The Spaniards traveled with clerics, Jones reasoned, and those same priests spent a good share of their time trying to convert the tribes whom they encountered along their route of exploration. Therefore it would not be unreasonable to assume that the good fathers handed out a large number of crucifixes along the way. The crosses are not crucifixes, however. The arms are of equal length, and each arm bears a circular design, some of which remind me of the doodling that I used to do with my compass in geometry class. Nearly all of the designs are at least vaguely crosslike in representation, especially the ones in the center. The backs of the crosses also bear circular designs, but they are all different from the frontal representations, and each design is different from the other. One of the crosses carries two drawings--one on the front, one on the back--that are not simply variations on geometric cross designs.

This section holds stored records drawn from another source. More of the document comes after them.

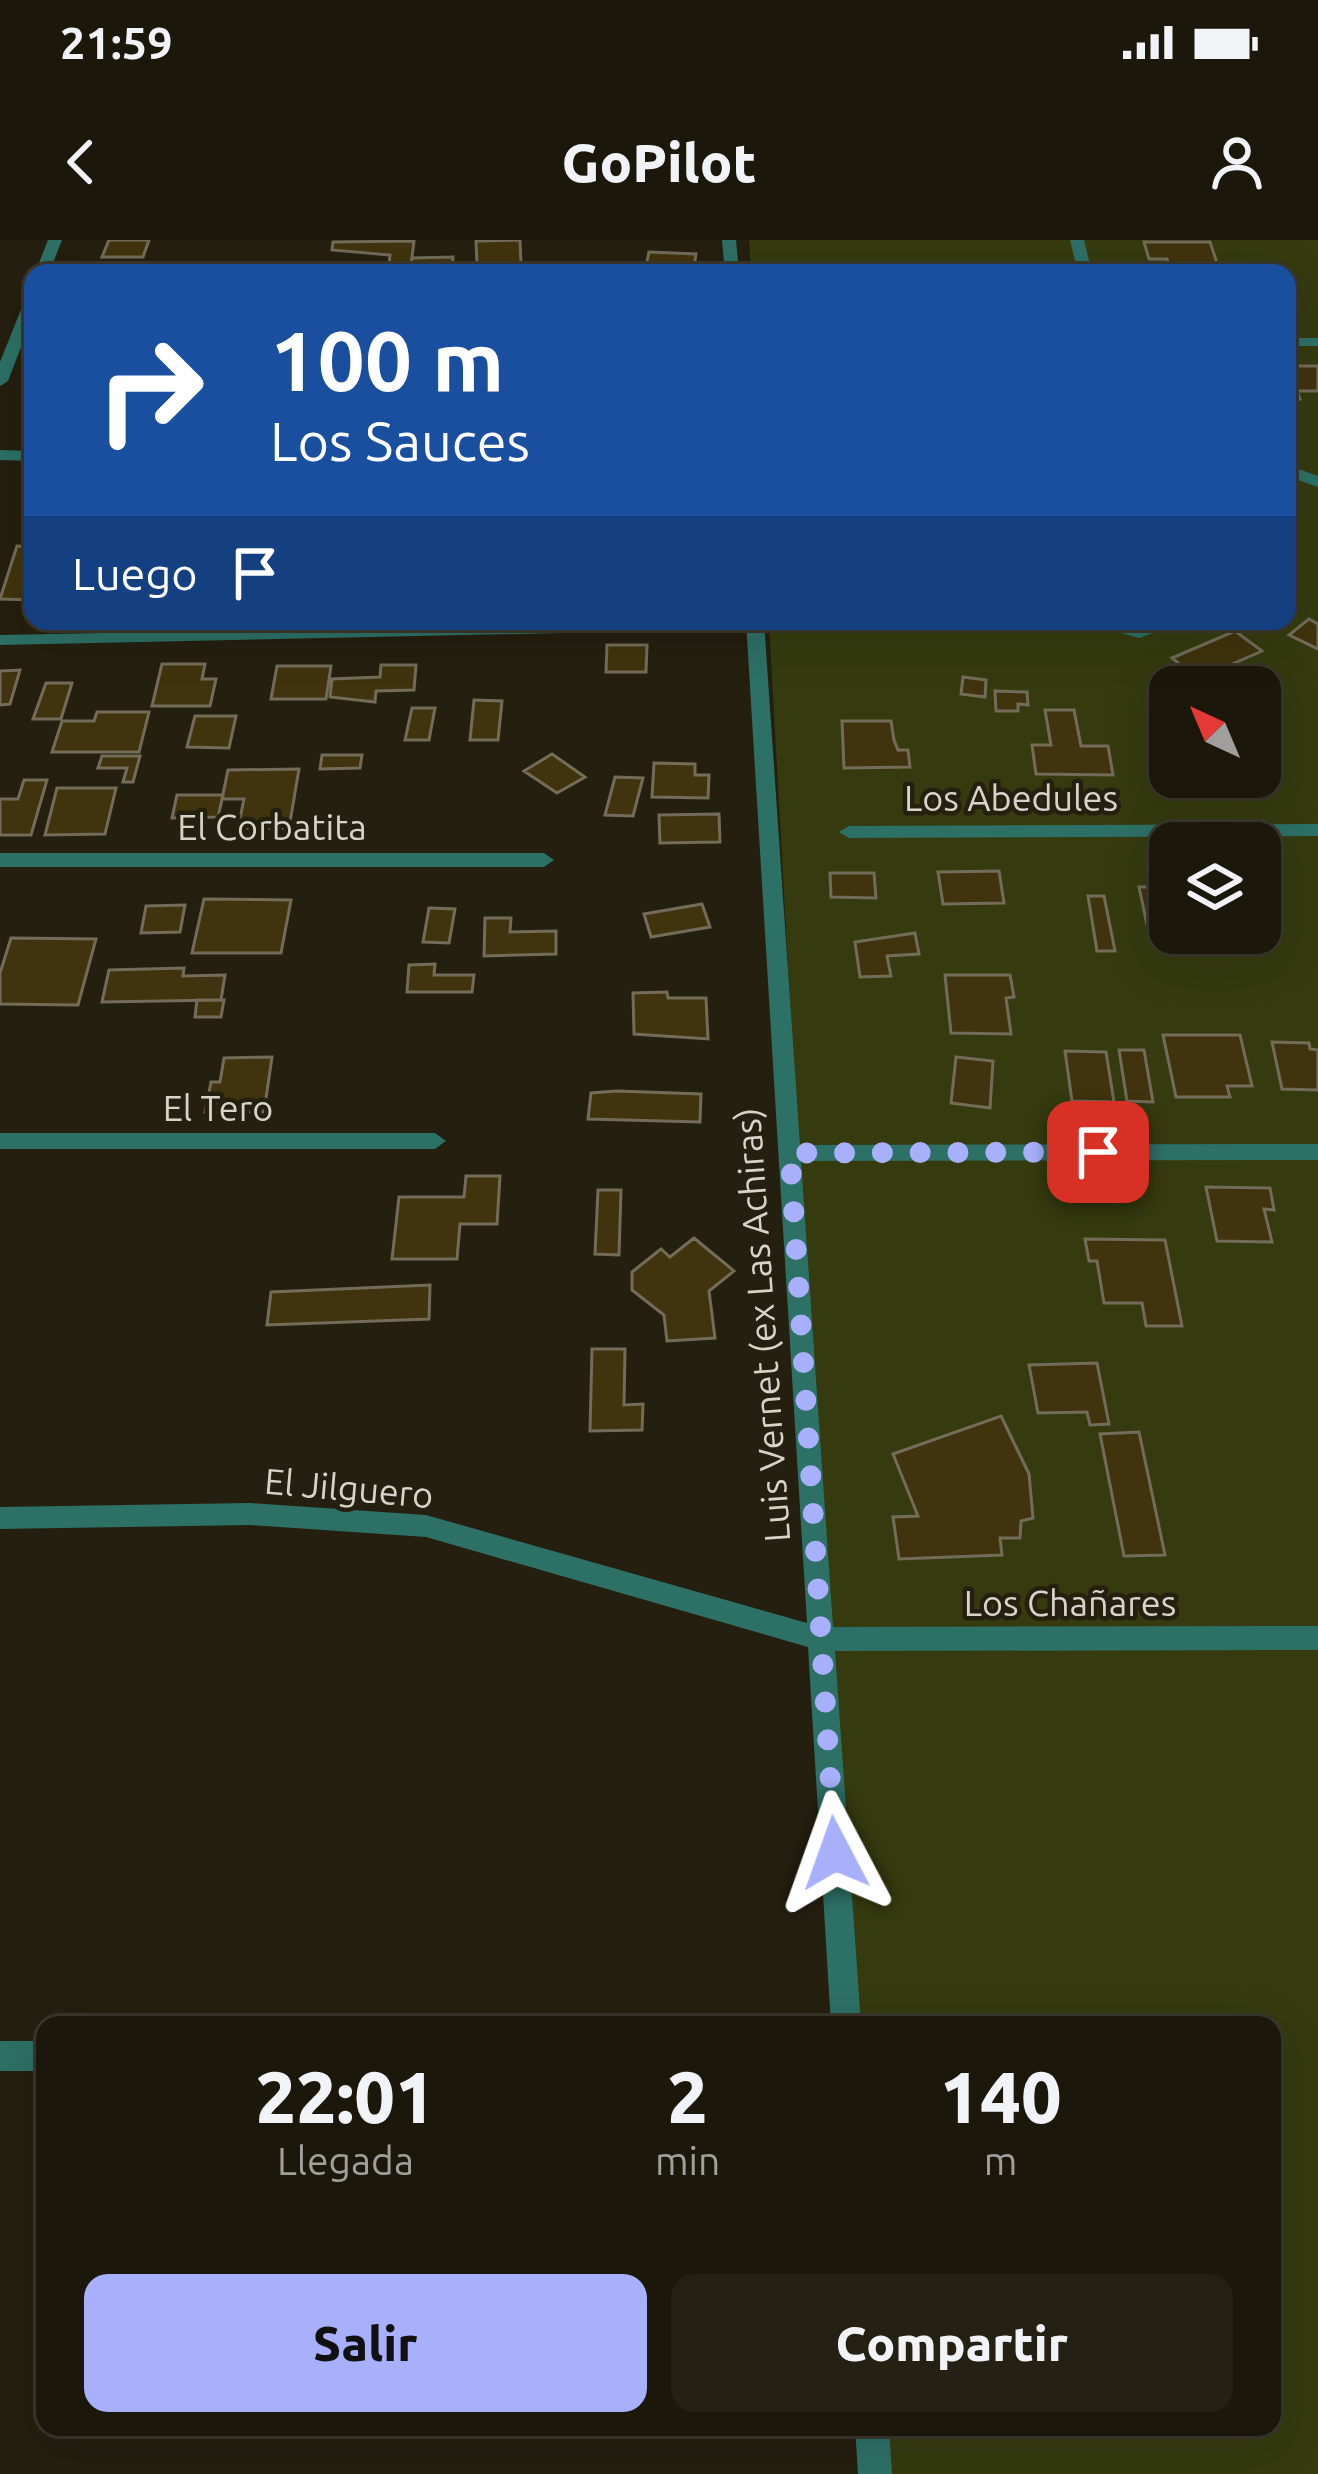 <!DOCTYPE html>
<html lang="es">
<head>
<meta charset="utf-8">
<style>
	:root { --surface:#1c170b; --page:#252014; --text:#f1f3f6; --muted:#a09f9d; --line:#3a362c; --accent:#a8b0fc }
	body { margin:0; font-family:Ubuntu,sans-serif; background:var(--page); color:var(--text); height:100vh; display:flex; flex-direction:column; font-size:45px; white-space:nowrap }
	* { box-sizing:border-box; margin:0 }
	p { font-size:39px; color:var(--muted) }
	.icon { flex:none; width:66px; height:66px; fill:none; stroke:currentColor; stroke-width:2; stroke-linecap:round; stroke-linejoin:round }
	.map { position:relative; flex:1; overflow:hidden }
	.sheet { position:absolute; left:36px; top:1776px; width:1245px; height:420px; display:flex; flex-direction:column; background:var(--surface); border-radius:24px; box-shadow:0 12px 48px #0002,0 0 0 3px var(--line) }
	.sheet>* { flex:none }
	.banner { position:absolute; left:24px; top:24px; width:1272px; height:366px; border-radius:24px; box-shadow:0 12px 48px #0002,0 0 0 3px var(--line); background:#1a4fa0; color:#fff; overflow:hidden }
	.needle { width:78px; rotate:316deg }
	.controls { position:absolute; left:1149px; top:426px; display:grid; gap:24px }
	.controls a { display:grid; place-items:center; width:132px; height:132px; border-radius:24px; background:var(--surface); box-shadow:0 12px 48px #0002,0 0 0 3px var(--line); font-size:60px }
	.pin { position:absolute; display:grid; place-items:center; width:102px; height:102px; color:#fff; margin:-51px; border-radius:24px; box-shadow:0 6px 18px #0006 }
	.me { position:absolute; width:132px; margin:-66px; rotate:356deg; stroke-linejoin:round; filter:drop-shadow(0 0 9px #0008) }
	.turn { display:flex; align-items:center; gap:42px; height:252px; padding:0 48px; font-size:54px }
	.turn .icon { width:156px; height:156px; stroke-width:2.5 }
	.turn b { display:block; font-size:84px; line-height:102px }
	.then { display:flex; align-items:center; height:114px; padding:0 48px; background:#0003; gap:24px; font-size:45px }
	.eta { display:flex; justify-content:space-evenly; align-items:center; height:204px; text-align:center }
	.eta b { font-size:72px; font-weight:800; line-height:84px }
	.cta { display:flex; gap:24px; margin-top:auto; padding:24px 48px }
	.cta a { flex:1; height:138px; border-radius:24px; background:var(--accent); color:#111; font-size:48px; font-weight:800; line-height:138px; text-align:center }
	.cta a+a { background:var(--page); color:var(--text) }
	.status { display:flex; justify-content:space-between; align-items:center; height:84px; padding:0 60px; background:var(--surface); direction:ltr }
	.status svg { height:33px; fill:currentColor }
	header { display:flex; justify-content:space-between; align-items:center; height:156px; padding:0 48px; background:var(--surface); font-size:54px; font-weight:800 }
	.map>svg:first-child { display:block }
	.green { fill:#353b0f; fill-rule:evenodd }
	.building { fill:#40330d; stroke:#726c59; stroke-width:3 }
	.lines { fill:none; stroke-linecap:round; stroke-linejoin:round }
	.minor { fill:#2d7066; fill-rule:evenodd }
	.route { stroke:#a8b0fc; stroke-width:21; stroke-dasharray:0 37.8 }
	.labels { text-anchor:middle; stroke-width:9; stroke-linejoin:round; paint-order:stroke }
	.street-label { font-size:36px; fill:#d6d3c9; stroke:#251f0f }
</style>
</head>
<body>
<div class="status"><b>21:59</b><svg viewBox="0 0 49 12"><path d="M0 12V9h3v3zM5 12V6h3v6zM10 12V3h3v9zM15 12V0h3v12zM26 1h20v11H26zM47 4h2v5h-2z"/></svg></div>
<header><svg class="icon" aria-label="back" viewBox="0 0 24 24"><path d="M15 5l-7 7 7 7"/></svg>GoPilot<svg class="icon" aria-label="person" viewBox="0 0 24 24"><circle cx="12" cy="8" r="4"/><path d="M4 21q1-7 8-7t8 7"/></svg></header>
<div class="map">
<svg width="1318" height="2234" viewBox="0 0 1318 2234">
	<rect width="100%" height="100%" fill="#251f0f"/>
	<path class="green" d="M 749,0 L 1318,0 L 1318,2234 L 875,2234 L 872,2187 L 1272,2187 L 1272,1785 L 846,1785 L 769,381 L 1287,381 L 1287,33 L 751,33 ZM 1170,447 L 1260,447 L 1260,537 L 1170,537 ZM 1170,603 L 1260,603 L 1260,693 L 1170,693 Z"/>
	<path class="building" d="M 109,0 L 149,0 L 143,17 L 102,17 Z
		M 520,0 L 521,23 L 477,25 L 476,1 Z
		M 414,1 L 410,33 L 388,33 L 390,15 L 332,10 L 333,2 Z
		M 1144,2 L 1210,2 L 1218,26 L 1170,29 L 1167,19 L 1149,19 Z
		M 649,12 L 696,14 L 693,33 L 645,31 Z
		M 453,17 L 452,33 L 410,33 L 412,18 Z
		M 1287,126 L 1318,126 L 1318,151 L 1297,151 L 1300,159 L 1287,159 Z
		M 17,306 L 33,307 L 33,360 L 0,359 Z
		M 1309,379 L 1318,384 L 1318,409 L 1289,395 Z
		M 1235,391 L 1262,411 L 1198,439 L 1172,418 Z
		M 607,405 L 647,405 L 646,432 L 606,432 Z
		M 162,424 L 205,424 L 202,439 L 216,439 L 210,466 L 152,466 Z
		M 381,425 L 416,425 L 414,450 L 376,451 L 375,462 L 330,457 L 332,439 L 380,437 Z
		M 277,426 L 331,426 L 326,459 L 271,459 Z
		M 20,430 L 10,464 L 0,465 L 0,431 Z
		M 963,437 L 986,440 L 985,457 L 961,454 Z
		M 46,443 L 72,443 L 61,479 L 33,479 Z
		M 995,451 L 1027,452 L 1028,465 L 1018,464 L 1018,471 L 996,471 Z
		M 474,460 L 502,461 L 498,500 L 470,500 Z
		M 412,468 L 435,468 L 429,500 L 405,500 Z
		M 1045,470 L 1074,470 L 1081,506 L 1108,506 L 1113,535 L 1036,534 L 1032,505 L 1051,505 Z
		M 97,472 L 149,472 L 139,512 L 52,512 L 62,481 L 94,481 Z
		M 195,476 L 236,476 L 229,508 L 187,507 Z
		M 842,481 L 891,481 L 894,500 L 898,510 L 908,510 L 910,527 L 844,528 Z
		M 552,514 L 585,537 L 557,553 L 524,531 Z
		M 322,515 L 362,515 L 360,528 L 320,529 Z
		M 102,516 L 140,516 L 133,542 L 123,542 L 127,528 L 98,528 Z
		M 654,523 L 695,524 L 695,535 L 709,535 L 708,558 L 652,557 Z
		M 299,529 L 289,588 L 238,588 L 244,559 L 222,559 L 228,530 Z
		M 615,537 L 643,538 L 633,576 L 605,575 Z
		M 24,540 L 47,540 L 31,595 L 0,595 L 0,559 L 18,559 Z
		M 57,548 L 116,548 L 105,594 L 45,595 Z
		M 177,555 L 223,555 L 218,577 L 172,578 Z
		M 719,574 L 720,602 L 660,603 L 659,575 Z
		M 999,631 L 1004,663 L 943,664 L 938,632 Z
		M 830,633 L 874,633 L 876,658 L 831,657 Z
		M 1139,647 L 1170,647 L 1170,690 L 1148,689 Z
		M 1088,656 L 1104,656 L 1115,711 L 1097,711 Z
		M 204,659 L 291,660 L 281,713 L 192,713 Z
		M 702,664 L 710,687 L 651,697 L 644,674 Z
		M 185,665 L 180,692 L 141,693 L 146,666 Z
		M 429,668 L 455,669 L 449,703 L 423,702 Z
		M 485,678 L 511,678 L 510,692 L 556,691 L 556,714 L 484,716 Z
		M 915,693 L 919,714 L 887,716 L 891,736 L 860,737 L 855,702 Z
		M 11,698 L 96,699 L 78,765 L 0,764 L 0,733 Z
		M 435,724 L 434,735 L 474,735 L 472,752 L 407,752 L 409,725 Z
		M 184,728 L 183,736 L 225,735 L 221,760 L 102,762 L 109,730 Z
		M 945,735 L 1010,735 L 1014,757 L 1006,758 L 1011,794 L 951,793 Z
		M 667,752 L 668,758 L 706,758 L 708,799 L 634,794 L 633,753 Z
		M 197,760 L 224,760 L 221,777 L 195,777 Z
		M 1163,795 L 1240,795 L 1252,846 L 1227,846 L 1230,857 L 1176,857 Z
		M 1272,802 L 1309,803 L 1310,809 L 1318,810 L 1318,850 L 1282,849 Z
		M 1119,810 L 1144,810 L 1153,862 L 1127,861 Z
		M 1065,811 L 1106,812 L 1114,862 L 1072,861 Z
		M 272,817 L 264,872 L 205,872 L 211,842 L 220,842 L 224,818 Z
		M 956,817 L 993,821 L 990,868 L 951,863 Z
		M 617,851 L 701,854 L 700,882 L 588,879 L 591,853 Z
		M 466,936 L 500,936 L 497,984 L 460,984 L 457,1019 L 392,1019 L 399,957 L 464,957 Z
		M 1206,947 L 1270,948 L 1274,970 L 1264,969 L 1272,1002 L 1217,1001 Z
		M 598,950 L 621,950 L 619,1015 L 595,1014 Z
		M 694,998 L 734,1031 L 709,1051 L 715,1098 L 667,1101 L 664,1075 L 632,1050 L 632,1032 L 661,1009 L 670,1017 Z
		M 1085,999 L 1165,1000 L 1182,1086 L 1146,1086 L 1142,1063 L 1104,1063 L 1097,1021 L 1089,1021 Z
		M 430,1045 L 429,1079 L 267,1085 L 271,1052 Z
		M 592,1109 L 625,1109 L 624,1165 L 643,1164 L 642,1190 L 590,1191 Z
		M 1097,1123 L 1109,1184 L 1090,1185 L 1087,1172 L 1038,1173 L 1029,1125 Z
		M 1001,1176 L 1029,1234 L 1033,1278 L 1021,1281 L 1020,1298 L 1000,1298 L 1002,1315 L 899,1319 L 893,1277 L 918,1276 L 893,1214 Z
		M 1139,1192 L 1165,1315 L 1124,1316 L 1100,1194 Z"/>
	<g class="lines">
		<path class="minor" d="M 48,0 L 62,0 L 49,33 L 35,33 Z
			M 722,0 L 736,0 L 739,33 L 725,33 Z
			M 1070,0 L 1084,0 L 1092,33 L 1078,33 Z
			M 33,53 L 33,76 L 8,141 L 0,146 L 0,122 L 26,57 Z
			M 1287,98 L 1318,98 L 1318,106 L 1287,106 Z
			M 0,210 L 33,211 L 33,221 L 0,220 Z
			M 1287,225 L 1318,236 L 1318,247 L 1287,236 Z
			M 746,381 L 764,381 L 800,905 L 1318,904 L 1318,920 L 801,921 L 833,1387 L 1318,1386 L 1318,1410 L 835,1411 L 861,1785 L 831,1785 L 808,1407 L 426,1297 L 250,1285 L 0,1289 L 0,1267 L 250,1263 L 426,1275 L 807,1383 Z
			M 1080,381 C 1099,381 1115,385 1133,386 C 1149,388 1168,381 1186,381 L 1139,398 Z
			M 556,384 L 565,389 L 562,393 L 0,405 L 0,395 Z
			M 1318,584 L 1318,596 L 849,598 L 839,592 L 849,586 Z
			M 0,613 L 544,613 L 554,620 L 544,627 L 0,627 Z
			M 0,893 L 435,893 L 446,901 L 435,909 L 0,909 Z
			M 0,1801 L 45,1801 L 45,1831 L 0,1831 Z
			M 855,2187 L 889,2187 L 892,2234 L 858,2234 Z"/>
	</g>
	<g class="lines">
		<path class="route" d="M 835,1613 L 790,913 L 1098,912"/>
	</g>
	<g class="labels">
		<g class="street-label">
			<text x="1011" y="571">Los Abedules</text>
			<text x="272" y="600">El Corbatita</text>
			<text x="218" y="881">El Tero</text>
			<text transform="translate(762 1085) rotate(-94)" y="13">Luis Vernet (ex Las Achiras)</text>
			<text transform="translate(349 1248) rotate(5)" y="13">El Jilguero</text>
			<text x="1070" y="1376">Los Chañares</text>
		</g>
	</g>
</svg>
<div class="controls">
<a><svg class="needle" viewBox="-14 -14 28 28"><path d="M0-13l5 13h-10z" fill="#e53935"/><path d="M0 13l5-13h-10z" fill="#a09f9d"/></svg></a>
<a><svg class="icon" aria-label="layers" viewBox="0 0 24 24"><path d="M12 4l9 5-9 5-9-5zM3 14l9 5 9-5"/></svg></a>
</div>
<div class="pin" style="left:1098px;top:912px;background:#d93025"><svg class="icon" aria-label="arrive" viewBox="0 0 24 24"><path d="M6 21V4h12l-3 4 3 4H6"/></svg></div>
<svg class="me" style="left:835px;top:1613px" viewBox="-20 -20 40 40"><path d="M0-17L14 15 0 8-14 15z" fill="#a8b0fc" stroke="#fff" stroke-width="4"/></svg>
<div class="banner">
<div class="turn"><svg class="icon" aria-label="right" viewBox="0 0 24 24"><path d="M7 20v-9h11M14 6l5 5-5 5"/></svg><div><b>100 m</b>Los Sauces</div></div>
<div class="then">Luego<svg class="icon" aria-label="arrive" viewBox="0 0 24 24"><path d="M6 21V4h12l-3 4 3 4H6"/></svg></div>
</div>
<section class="sheet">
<div class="eta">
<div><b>22:01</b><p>Llegada</p></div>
<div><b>2</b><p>min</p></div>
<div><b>140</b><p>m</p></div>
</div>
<div class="cta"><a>Salir</a><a>Compartir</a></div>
</section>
</div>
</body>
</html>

The top representation on one side is of an owl; the other side bears the head of a horse. This convinced Jones that the crosses had to have come from exploring Spaniards, because the horse was unknown to this continent in historic times until the advent of the European. (According to copious fossil evidence, however, the horse was not unknown to this continent in prehistoric times.)

Another argument in support of the proselytizing priests having distributed the crosses is the fact that across the face of one of the crosses is the word/name Iynkicidu, imprinted in the alphabet so familiar to all those who learn to read and write in the Western world. The "c" and the "d" are backward, but this is easily explained, according to Jones, who wrote his report for the Smithsonian Institution. It is obvious that some semiliterate Native American carved the name of his tribe on the face of the cross.

Was there a tribe named the Iynkicidus? If one pronounces the name. INK-a-ci-DOO, he might hear "Kickapoo." However, the Kickapoos were first visited by the French in 1667, and they lived near the portage of the Fox and Wisconsin rivers in Wisconsin.

Spell the name backward--to satisfy those who might be thinking it was meant to be read that way--and we have Udiciknyi, which offers even fewer possibilities. Is iynkicidu a Latin or a Spanish word? It seems unlikely, unless a silversmith or a priest engraved a corruption of the name of a person, place, or thing on the cross. If the designs on the crosses are reminiscent of any culture, it would be that of the Pennsylvania Dutch, for the encircled geometrical representations resemble hex signs as much as anything else.

But rather than attempting to fit the crosses within the artistic or religious structure of any known culture, should we at least entertain the possibility that they may be artifacts from an unknown civilization that once flourished on the North American continent? A civilization that we might christen "The Lost Nation of Iynkicidu."